*Dataset records*:
►
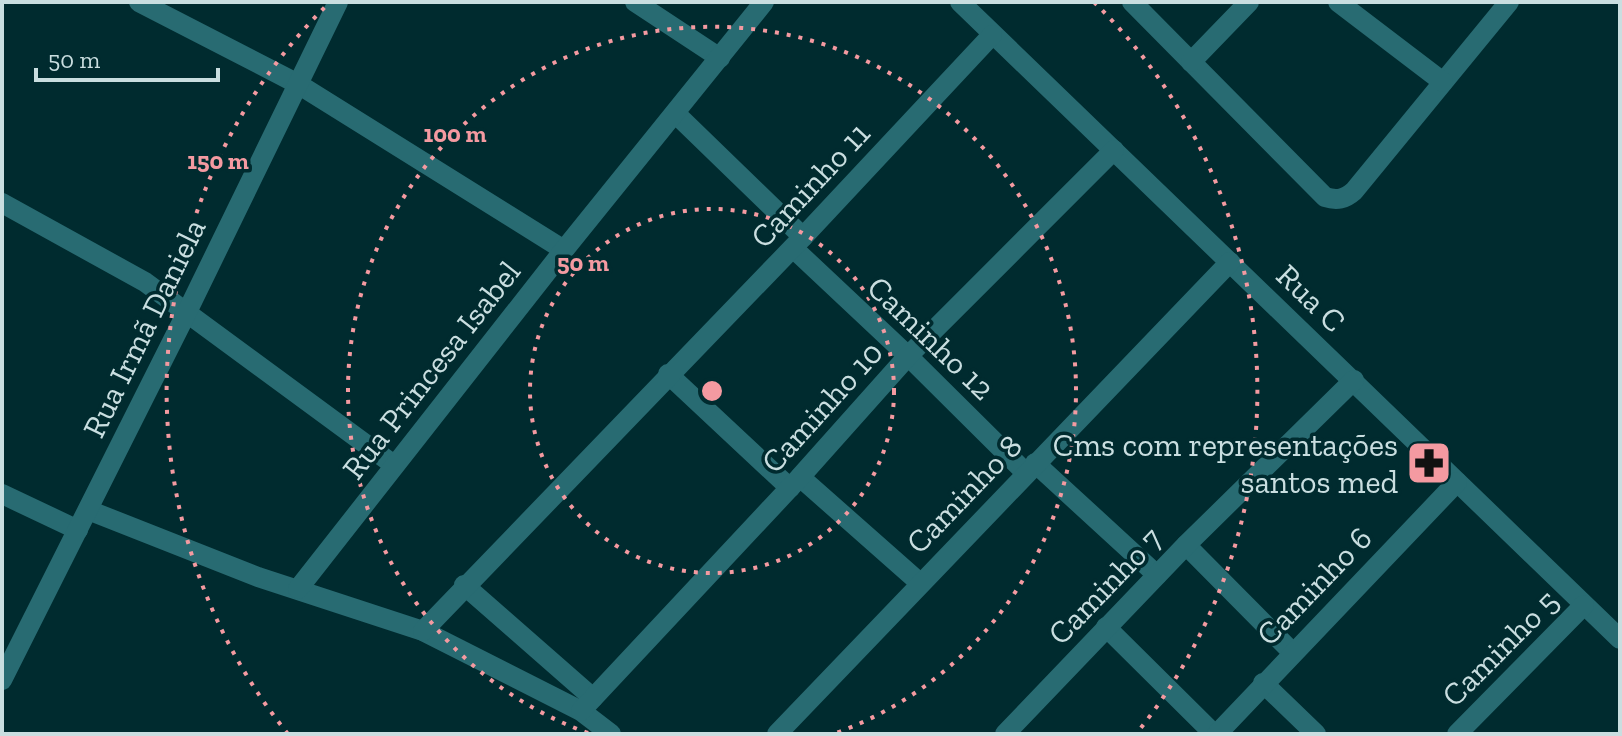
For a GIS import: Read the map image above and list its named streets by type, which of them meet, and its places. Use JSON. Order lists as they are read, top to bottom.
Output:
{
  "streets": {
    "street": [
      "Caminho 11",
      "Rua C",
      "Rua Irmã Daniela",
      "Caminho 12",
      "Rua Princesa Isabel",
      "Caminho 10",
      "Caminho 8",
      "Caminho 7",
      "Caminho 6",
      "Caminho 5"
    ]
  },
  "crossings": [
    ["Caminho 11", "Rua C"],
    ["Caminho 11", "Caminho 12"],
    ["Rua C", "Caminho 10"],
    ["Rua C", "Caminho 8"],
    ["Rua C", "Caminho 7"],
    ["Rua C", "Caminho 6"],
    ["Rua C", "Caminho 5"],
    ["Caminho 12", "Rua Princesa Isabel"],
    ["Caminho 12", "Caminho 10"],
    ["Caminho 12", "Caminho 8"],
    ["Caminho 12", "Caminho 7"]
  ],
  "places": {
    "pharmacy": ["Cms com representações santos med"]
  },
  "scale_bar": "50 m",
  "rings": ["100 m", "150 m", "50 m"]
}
◄
*Try it*:
Please give the material above again in full, with no pictures in your version.

*Reply*:
For a GIS import: Read the map image above and list its named streets by type, which of them meet, and its places. Use JSON. Order lists as they are read, top to bottom.
Output:
{
  "streets": {
    "street": [
      "Caminho 11",
      "Rua C",
      "Rua Irmã Daniela",
      "Caminho 12",
      "Rua Princesa Isabel",
      "Caminho 10",
      "Caminho 8",
      "Caminho 7",
      "Caminho 6",
      "Caminho 5"
    ]
  },
  "crossings": [
    ["Caminho 11", "Rua C"],
    ["Caminho 11", "Caminho 12"],
    ["Rua C", "Caminho 10"],
    ["Rua C", "Caminho 8"],
    ["Rua C", "Caminho 7"],
    ["Rua C", "Caminho 6"],
    ["Rua C", "Caminho 5"],
    ["Caminho 12", "Rua Princesa Isabel"],
    ["Caminho 12", "Caminho 10"],
    ["Caminho 12", "Caminho 8"],
    ["Caminho 12", "Caminho 7"]
  ],
  "places": {
    "pharmacy": ["Cms com representações santos med"]
  },
  "scale_bar": "50 m",
  "rings": ["100 m", "150 m", "50 m"]
}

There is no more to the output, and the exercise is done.